Um Ihre Frage zu beantworten: Wir haben auch ein gutes System und ein ordentliches Regime. Um konkret zu sein: Wenn man wegen Littering erwischt wird, kann man eine Geldstrafe erhalten. Ausserdem kann man gezwungen werden, Dienstleistungen zu Gunsten der Öffentlichkeit zu erbringen. Zum Beispiel müssen Sie an den Strand gehen und Müll aufsammeln.

Ich verstehe, also beinhaltet das Strafrecht auch eine erzieherische Massnahme.

Ja, ich denke auch, dass das Gesetz hier in Singapur sehr gut durchgesetzt wird. Diesen Eindruck haben auch Menschen aus dem Ausland. Es ist dieses Rechtssystem, welches der Sicherheit und Ordnung in Singapur zum Durchbruch verhilft.

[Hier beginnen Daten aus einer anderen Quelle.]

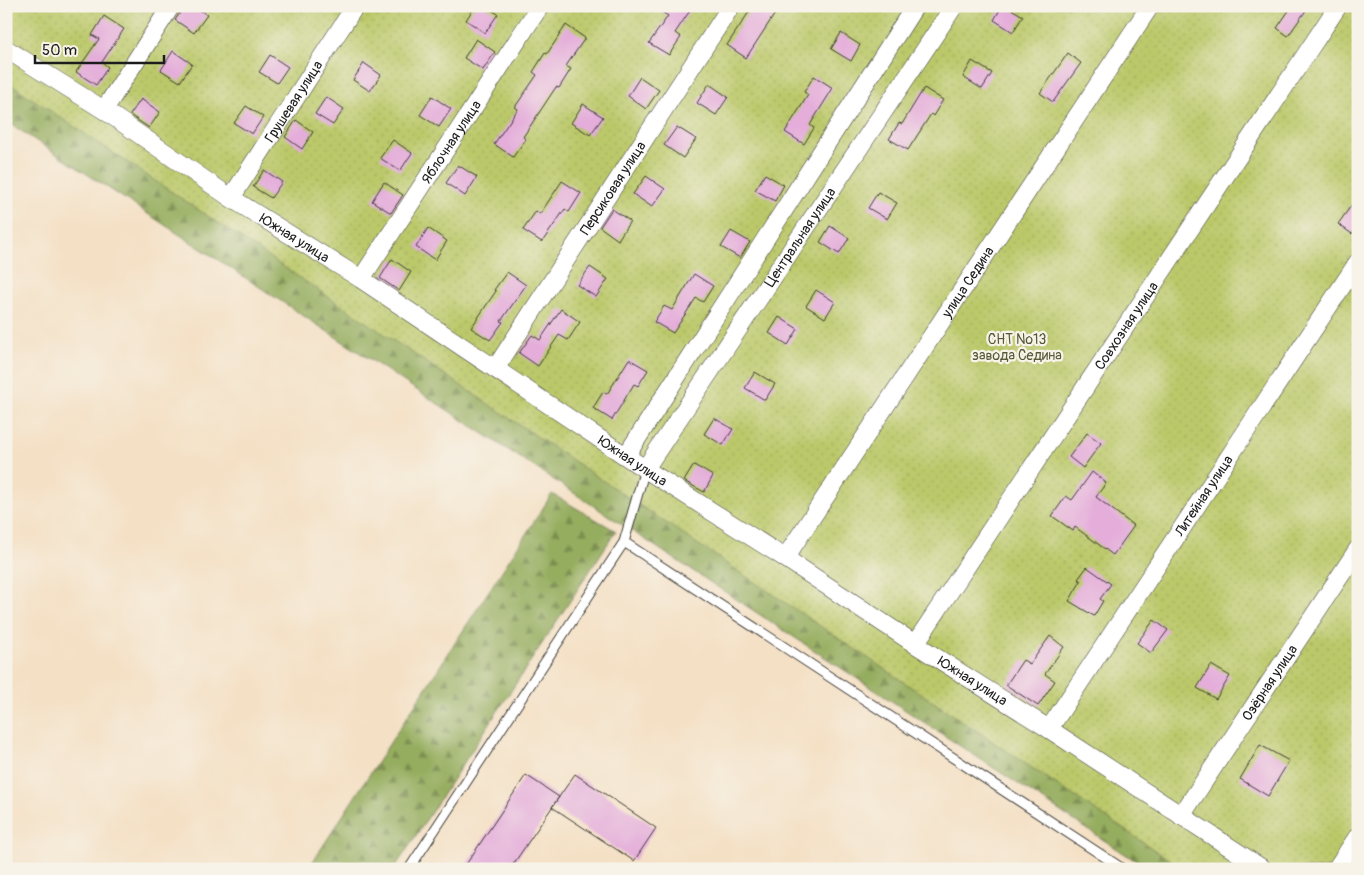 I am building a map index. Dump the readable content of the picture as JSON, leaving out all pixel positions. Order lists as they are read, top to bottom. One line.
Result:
{"streets":{"street":["Грушевая улица","Яблочная улица","Персиковая улица","Центральная улица","Южная улица","улица Седина","Совхозная улица","Литейная улица","Озёрная улица"]},"crossings":[["Грушевая улица","Южная улица"],["Яблочная улица","Южная улица"],["Персиковая улица","Южная улица"],["Центральная улица","Южная улица"],["Южная улица","улица Седина"],["Южная улица","Совхозная улица"],["Южная улица","Литейная улица"],["Южная улица","Озёрная улица"]],"parks":["СНТ №13 завода Седина"],"scale_bar":"50 m"}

Der einzige Ort auf der Welt, der wahrscheinlich noch sicherer ist, ist Japan. In Japan kann man sein Auto unverschlossen auf der Strasse stehen lassen, ohne dass es jemand stehlen wird. In Singapur würde ich das nicht empfehlen. Dennoch hat Singapur nach wie vor eine der niedrigsten Kriminalitätsraten der Welt. Und ich höre immer wieder, dass Menschen hierzulande keine Angst davor hätten, mitten in der Nacht aufstehen und um 3 Uhr morgens durch die Strassen zu gehen.

Herr Tan, bevor wir das Interview abschließen, würde ich gerne wissen, welches Talent Sie gerne besitzen würden?

Die Fähigkeit, in der Zeit zu reisen. Ich würde gerne verschiedene Zeitperioden erleben. Wir kennen die Gegenwart, aber wir wissen nicht, wie es in der (weiteren) Vergangenheit war oder wie es in der Zukunft sein wird – und ich würde es gerne wissen. Also, Zeitreisen.